In the present series of patients, TJ-54 was effective in decreasing the aggression, stereotyped behavior, and apathy of FTD patients, whereas fluvoxamine has been reported to reduce stereotyped behaviors, but not apathy.5 It is extremely interesting that TJ-54 lightened not only the excitatory symptoms of FTD, such as aggression and stereotyped behavior, but also the inactive symptoms, including apathy. Although the mechanism by which TJ-54 relieved the apathy of FTD patients remains uncertain, it has been reported that TJ-54 improves disturbances of learning and social contact in the amyloid precursor protein transgenic mouse model for Alzheimer's disease16 and significantly increases the ADL of demented patients.6 Because TJ-54 derivatives have been shown to increase choline acetyltransferase activity and acetylcholine levels in animal experiments,17,18 it is possible to treat apathy of FTD patients with TJ-54, which is caused by suitable stimulation of acetylcholine function.

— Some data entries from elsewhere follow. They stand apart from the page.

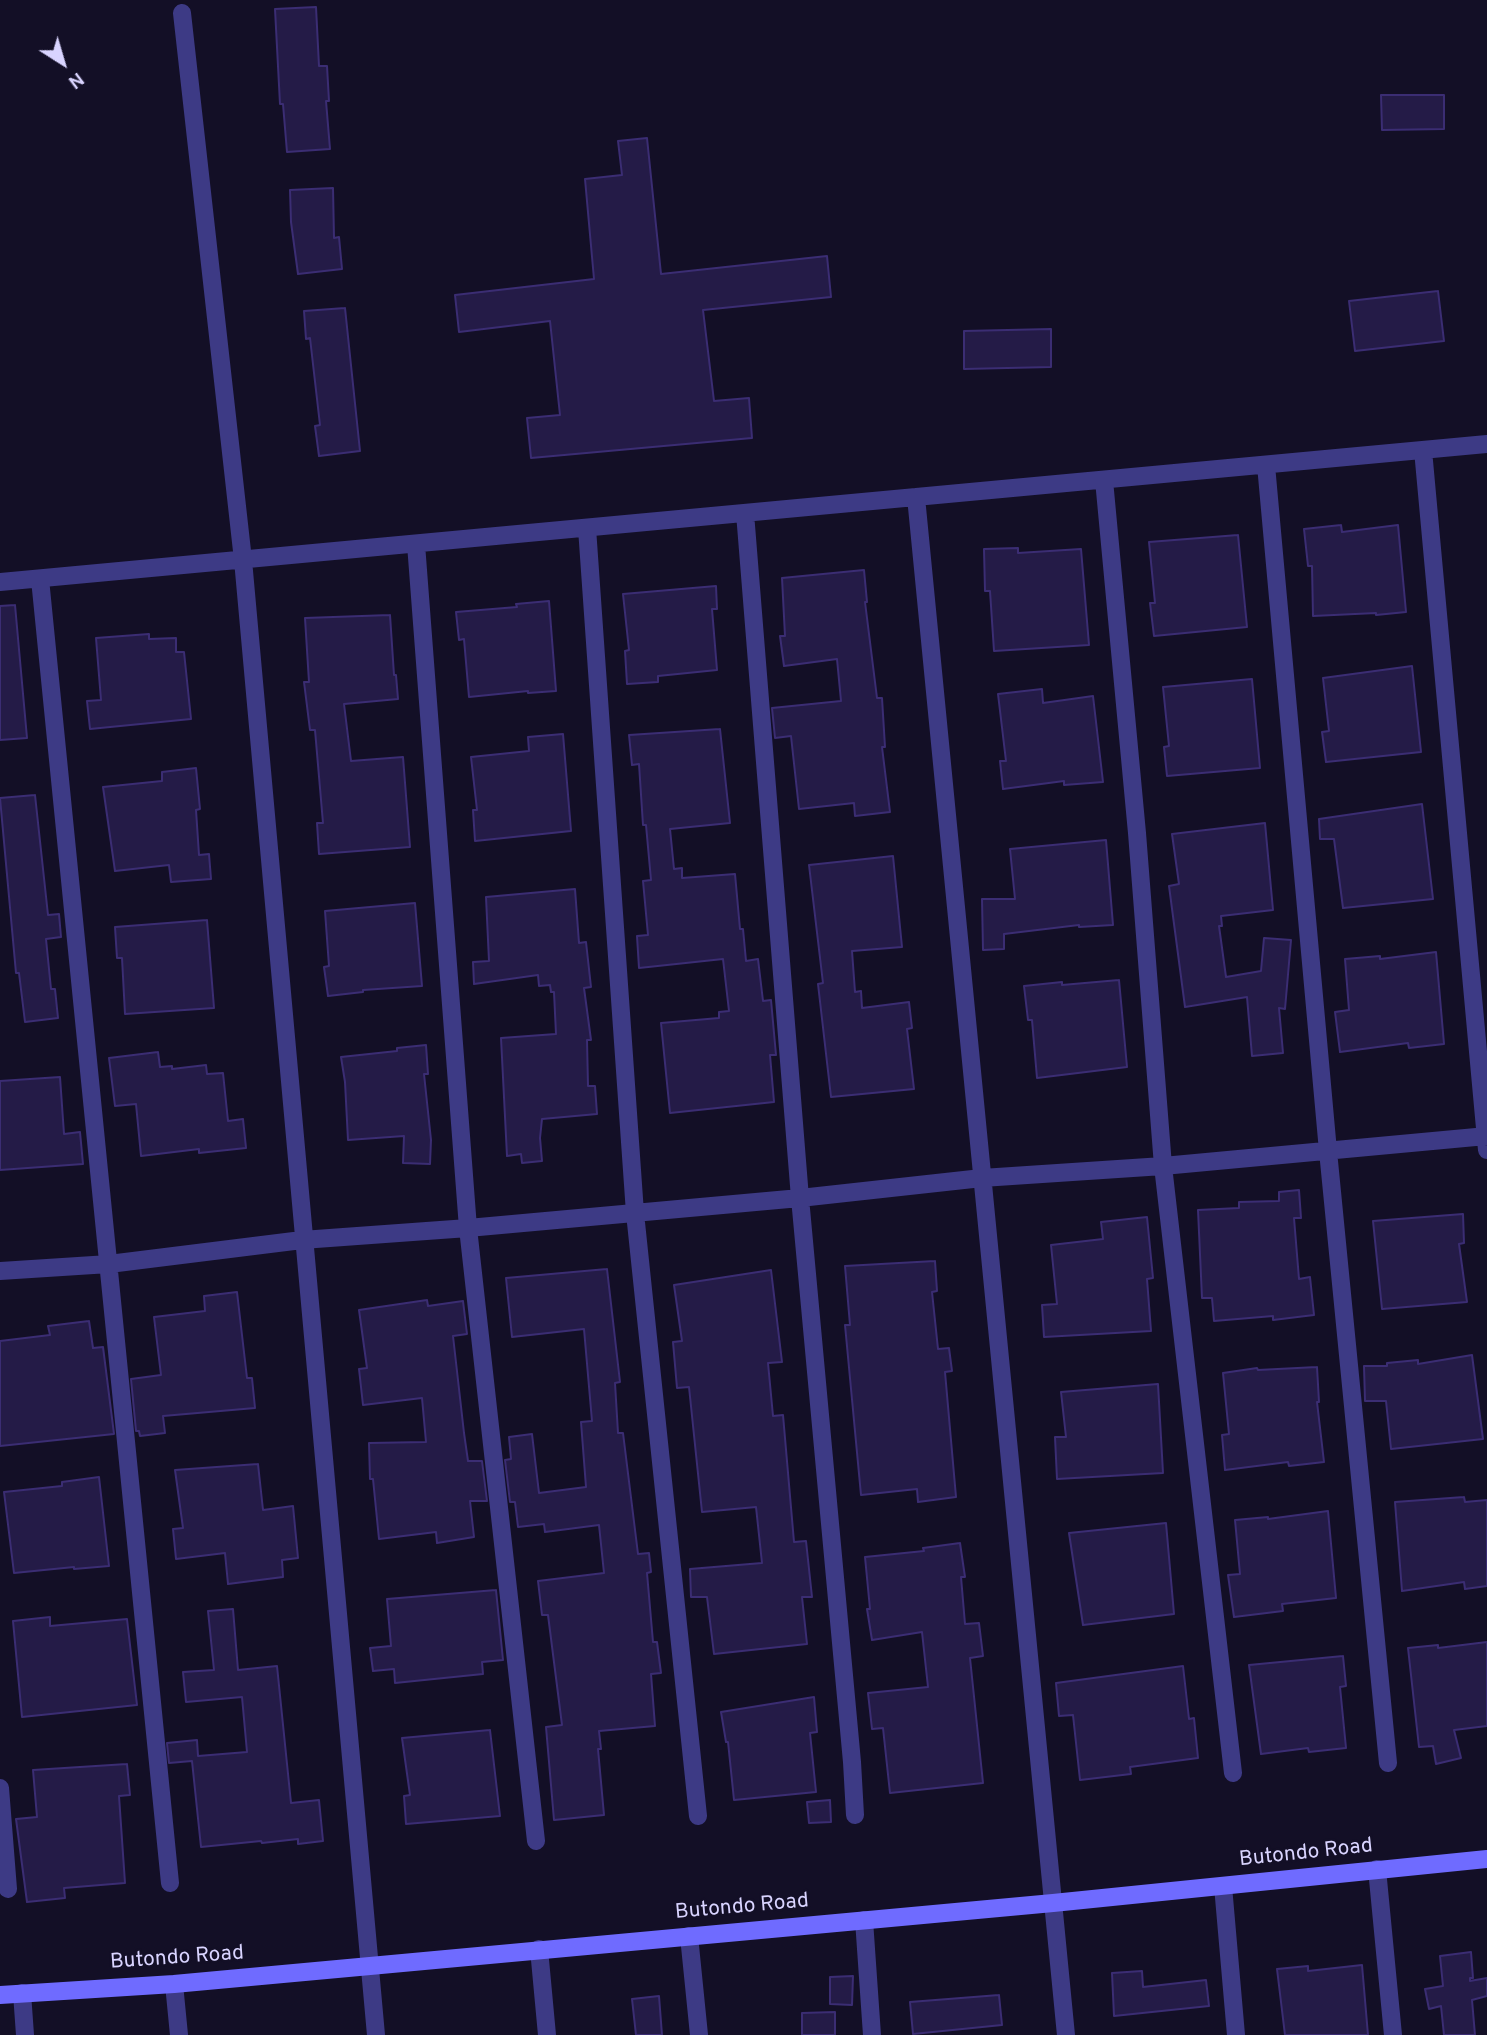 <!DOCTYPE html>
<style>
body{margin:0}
#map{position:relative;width:1487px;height:2035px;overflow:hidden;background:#130f26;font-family:Overpass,sans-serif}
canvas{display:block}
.north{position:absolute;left:28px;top:28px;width:70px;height:70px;-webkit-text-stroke:5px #130f26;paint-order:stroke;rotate:143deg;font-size:19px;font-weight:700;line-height:28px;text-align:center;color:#d9d4ff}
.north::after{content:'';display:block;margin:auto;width:24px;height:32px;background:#d9d4ff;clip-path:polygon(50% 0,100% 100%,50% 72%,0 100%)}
</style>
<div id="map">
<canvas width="1487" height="2035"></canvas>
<div class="north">N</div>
</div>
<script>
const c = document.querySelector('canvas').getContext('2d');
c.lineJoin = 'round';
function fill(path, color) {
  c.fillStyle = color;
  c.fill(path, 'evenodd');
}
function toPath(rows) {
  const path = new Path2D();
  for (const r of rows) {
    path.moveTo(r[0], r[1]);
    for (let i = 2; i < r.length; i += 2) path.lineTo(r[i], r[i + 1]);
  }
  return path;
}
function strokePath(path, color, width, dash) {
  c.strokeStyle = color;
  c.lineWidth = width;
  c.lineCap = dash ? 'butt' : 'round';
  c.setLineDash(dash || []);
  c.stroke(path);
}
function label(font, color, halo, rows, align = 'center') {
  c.font = font + ' Overpass,sans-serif';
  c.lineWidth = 5;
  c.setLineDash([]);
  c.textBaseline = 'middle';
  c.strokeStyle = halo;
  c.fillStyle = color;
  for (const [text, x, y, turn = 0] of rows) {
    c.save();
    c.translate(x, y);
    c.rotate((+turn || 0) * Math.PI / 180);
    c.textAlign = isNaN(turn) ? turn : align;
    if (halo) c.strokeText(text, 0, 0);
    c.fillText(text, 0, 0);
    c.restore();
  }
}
const building = toPath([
 [316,7,319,66,327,66,329,101,326,101,330,149,287,152,283,104,280,104,275,9,316,7],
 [1381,95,1444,95,1444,129,1382,130,1381,95],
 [647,138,661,274,827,256,831,297,703,310,714,401,749,398,752,438,531,458,527,418,560,415,550,321,459,332,455,295,594,279,585,179,622,175,618,141,647,138],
 [333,188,334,238,339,237,342,269,298,274,291,222,290,190,333,188],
 [1438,291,1444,341,1355,351,1349,301,1438,291],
 [345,308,360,451,319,456,315,426,320,425,310,338,306,339,304,311,345,308],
 [1051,329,1051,367,964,369,964,331,1051,329],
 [1341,525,1342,532,1398,525,1406,612,1376,615,1376,613,1313,616,1312,566,1308,566,1304,529,1341,525],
 [1238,535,1247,627,1154,636,1150,603,1155,603,1149,542,1238,535],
 [1018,548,1018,553,1081,549,1089,645,994,651,990,591,985,591,984,549,1018,548],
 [864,570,867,602,865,602,877,698,882,698,885,747,882,747,890,812,855,816,854,803,799,809,791,736,775,738,772,708,841,701,837,659,784,666,780,636,785,636,782,578,864,570],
 [716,586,717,609,712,609,717,670,658,676,658,682,627,684,625,651,629,650,623,594,716,586],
 [549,601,556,691,528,693,528,691,469,697,464,639,459,640,456,612,517,607,516,604,549,601],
 [15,605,27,738,0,740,0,606,15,605],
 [390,615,394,675,396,675,398,699,344,704,351,761,403,757,410,847,319,854,317,823,323,823,315,730,310,730,304,682,309,682,305,618,390,615],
 [149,634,149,639,176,638,176,652,184,652,191,719,90,729,87,701,101,700,96,638,149,634],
 [1412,666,1421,752,1326,762,1322,732,1329,731,1323,678,1412,666],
 [1252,679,1260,768,1167,776,1164,747,1169,746,1163,687,1252,679],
 [1042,689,1043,703,1093,696,1103,782,1064,785,1064,781,1003,789,1000,761,1006,761,998,694,1042,689],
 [720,729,730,823,670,829,674,869,682,868,682,878,735,874,740,929,743,929,746,961,758,959,763,1001,771,1000,776,1055,770,1055,774,1102,670,1113,661,1023,719,1018,719,1012,729,1011,723,959,639,968,637,936,648,935,643,881,651,880,646,825,643,825,639,764,632,765,629,735,720,729],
 [563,734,571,831,475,841,473,810,477,810,471,757,529,751,528,737,563,734],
 [196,768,200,809,196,810,199,855,209,854,211,879,171,882,169,865,115,871,103,787,162,781,162,772,196,768],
 [35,795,48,915,59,914,61,937,46,939,51,989,55,989,58,1018,25,1022,19,973,16,973,0,798,35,795],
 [1422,804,1433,899,1343,908,1334,839,1320,839,1319,819,1422,804],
 [1265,823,1273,910,1221,916,1222,926,1219,926,1226,977,1261,971,1264,938,1291,940,1285,1009,1279,1008,1283,1053,1252,1056,1247,997,1185,1007,1169,886,1179,884,1172,834,1265,823],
 [1106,840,1113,925,1079,927,1079,925,1004,934,1004,949,983,950,982,899,1015,899,1010,849,1106,840],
 [893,856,902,947,852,951,855,992,861,991,862,1008,909,1002,912,1028,907,1029,914,1089,831,1097,818,984,823,983,809,865,893,856],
 [575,889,579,943,586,942,591,987,584,988,591,1040,587,1040,588,1086,595,1086,597,1114,542,1119,540,1138,542,1161,522,1163,521,1154,507,1156,501,1038,556,1034,554,992,551,992,550,985,539,986,538,975,474,984,473,962,489,961,486,897,575,889],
 [415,903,422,986,363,990,363,992,328,996,324,967,329,966,325,911,415,903],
 [207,920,214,1008,125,1014,122,958,117,958,115,927,207,920],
 [1436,952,1444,1044,1409,1048,1408,1043,1340,1052,1335,1012,1349,1010,1345,959,1380,956,1380,959,1436,952],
 [1119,980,1127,1067,1037,1078,1032,1020,1028,1020,1024,986,1062,982,1062,985,1119,980],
 [426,1045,428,1074,424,1074,431,1140,430,1164,403,1163,404,1136,348,1140,345,1082,341,1057,397,1051,397,1048,426,1045],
 [158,1052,160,1067,172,1066,172,1069,206,1065,207,1074,223,1073,228,1121,243,1119,246,1148,199,1153,199,1149,141,1156,136,1104,115,1106,109,1058,158,1052],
 [60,1077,64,1134,80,1132,83,1164,0,1170,0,1081,60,1077],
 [1299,1190,1301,1218,1294,1218,1299,1279,1310,1277,1314,1315,1273,1320,1273,1316,1214,1321,1212,1298,1202,1298,1198,1210,1239,1208,1239,1202,1279,1201,1279,1192,1299,1190],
 [1463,1214,1464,1243,1459,1244,1467,1302,1382,1309,1373,1221,1463,1214],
 [1147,1217,1153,1278,1147,1279,1151,1331,1044,1337,1042,1305,1057,1304,1051,1245,1103,1239,1101,1222,1147,1217],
 [935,1261,937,1291,932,1292,938,1349,949,1348,952,1371,945,1372,956,1497,918,1502,917,1489,861,1495,845,1325,850,1325,845,1266,935,1261],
 [607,1269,620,1382,615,1383,618,1433,623,1433,638,1554,649,1553,651,1572,647,1573,653,1642,657,1642,661,1673,651,1674,655,1726,599,1731,601,1749,598,1749,604,1815,554,1820,546,1727,562,1725,548,1615,542,1615,538,1581,604,1573,599,1525,545,1532,544,1524,518,1527,515,1502,510,1502,505,1460,511,1459,509,1437,532,1434,539,1493,586,1487,581,1422,592,1421,584,1329,512,1337,506,1278,607,1269],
 [771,1270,782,1362,768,1363,773,1416,783,1415,794,1542,806,1541,812,1597,802,1597,807,1644,714,1654,707,1597,691,1597,690,1569,762,1563,756,1507,702,1512,689,1387,677,1388,673,1342,682,1341,674,1285,771,1270],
 [237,1292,247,1378,252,1378,255,1408,163,1416,165,1433,140,1436,139,1431,136,1431,131,1379,161,1375,154,1317,205,1311,204,1296,237,1292],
 [427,1300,428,1306,463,1301,467,1334,453,1336,464,1433,468,1461,482,1461,487,1501,470,1501,474,1537,437,1543,436,1532,379,1539,373,1479,370,1479,369,1443,426,1442,422,1398,363,1405,359,1369,367,1368,359,1310,427,1300],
 [89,1321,93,1348,103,1347,114,1434,0,1446,0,1341,50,1335,48,1326,89,1321],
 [1472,1355,1483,1439,1391,1449,1386,1401,1365,1401,1364,1366,1387,1366,1387,1363,1418,1360,1418,1364,1472,1355],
 [1317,1367,1319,1402,1317,1402,1324,1462,1289,1466,1288,1462,1225,1470,1222,1435,1229,1434,1223,1373,1257,1368,1258,1370,1317,1367],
 [1158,1384,1163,1473,1057,1479,1055,1437,1066,1437,1061,1392,1158,1384],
 [258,1464,263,1510,293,1506,298,1558,282,1560,283,1577,228,1584,225,1553,176,1559,173,1529,183,1528,175,1470,258,1464],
 [99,1477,109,1566,74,1569,74,1567,14,1573,4,1492,62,1486,62,1482,99,1477],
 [1464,1497,1465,1502,1487,1500,1487,1586,1465,1589,1464,1582,1402,1591,1395,1502,1464,1497],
 [1328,1511,1336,1598,1282,1604,1283,1611,1234,1617,1228,1575,1240,1574,1235,1520,1268,1517,1268,1519,1328,1511],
 [1166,1523,1174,1614,1083,1625,1069,1533,1166,1523],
 [960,1543,965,1577,961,1577,965,1624,979,1623,983,1656,970,1658,983,1783,890,1793,883,1728,872,1729,868,1693,928,1687,922,1632,872,1640,867,1609,870,1609,865,1557,924,1551,923,1548,960,1543],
 [496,1590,503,1660,482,1662,483,1674,395,1683,394,1669,373,1671,370,1648,391,1646,387,1599,496,1590],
 [233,1609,238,1670,277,1666,291,1803,319,1800,323,1841,298,1844,298,1839,262,1843,261,1841,201,1847,192,1761,169,1763,167,1743,197,1740,198,1756,247,1752,242,1697,186,1702,183,1672,214,1670,208,1611,233,1609],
 [50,1617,50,1626,127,1619,137,1705,22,1717,13,1621,50,1617],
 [1487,1642,1487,1726,1454,1730,1461,1758,1436,1764,1433,1746,1419,1747,1408,1648,1438,1645,1438,1648,1487,1642],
 [1343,1656,1346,1686,1340,1687,1346,1748,1309,1752,1308,1748,1261,1754,1249,1665,1343,1656],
 [1183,1666,1189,1719,1194,1718,1198,1758,1130,1767,1131,1774,1080,1780,1073,1715,1059,1716,1056,1683,1183,1666],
 [814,1697,817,1732,810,1733,816,1792,734,1800,728,1742,726,1742,721,1712,814,1697],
 [490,1730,500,1816,406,1824,404,1796,410,1795,402,1738,490,1730],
 [127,1764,130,1795,119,1796,125,1883,64,1888,65,1898,27,1902,16,1819,37,1817,33,1770,127,1764],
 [830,1800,831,1822,809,1823,807,1802,830,1800],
 [1471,1952,1473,1978,1470,1978,1470,1981,1487,1978,1487,1996,1472,2000,1475,2035,1444,2035,1441,2006,1429,2009,1425,1989,1443,1986,1440,1956,1471,1952],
 [1362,1965,1368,2035,1285,2035,1277,1969,1308,1966,1308,1971,1362,1965],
 [1142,1971,1143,1987,1206,1980,1209,2006,1114,2016,1112,1973,1142,1971],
 [853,1976,852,2005,830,2004,830,1977,853,1976],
 [999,1995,1002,2025,913,2034,910,2002,999,1995],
 [659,1996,662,2035,636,2035,632,1999,659,1996],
 [835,2012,835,2035,802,2035,802,2013,835,2012]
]);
fill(building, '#241b47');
strokePath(building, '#3b2d73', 2);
strokePath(toPath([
 [182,13,243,560,376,2035],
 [1423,450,1487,1150],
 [1266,465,1328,1151,1388,1763],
 [1104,480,1137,833,1163,1166,1233,1773],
 [916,497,1066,2035],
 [745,513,800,1198,852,1762,855,1815],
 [587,528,635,1213,698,1816],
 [416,544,468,1228,536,1841],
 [40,579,170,1883],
 [0,582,1487,444],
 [0,1271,109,1264,302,1240,468,1228,800,1198,982,1178,1163,1166,1487,1136],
 [0,1788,8,1889],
 [1377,1869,1393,2035],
 [1223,1886,1236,2035],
 [864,1920,872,2035],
 [689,1936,699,2035],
 [539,1949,547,2035],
 [174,1984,179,2035],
 [22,1993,25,2035]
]), '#3d3a85', 18);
strokePath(toPath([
 [0,1995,174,1984,370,1966,1053,1903,1487,1859]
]), '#6f6bff', 18);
label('21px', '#d9d4ff', '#130f26', [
 ["Butondo Road",1306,1854,-6],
 ["Butondo Road",742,1908,-5],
 ["Butondo Road",177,1959,-4]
]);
</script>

Our evaluation of five cases of FTD demonstrates the useful pharmacological approach by TJ-54 in addition to SSRIs. We hope that taking these pharmacological approaches and routinizing therapy19 will increase the QOL of FTD patients and ease caregivers' burden. Establishment of the validity of TJ-54 as a first-line treatment for individuals with FTD requires the accumulation of additional cases and controlled studies because of the small sample size in the present report.
The authors thank Professor Manabu Ikeda, Department of Psychiatry and Neuropathobiology, Faculty of Medical and Pharmaceutical Sciences, Kumamoto University, for providing us Japanese versions of the NPI and SRI.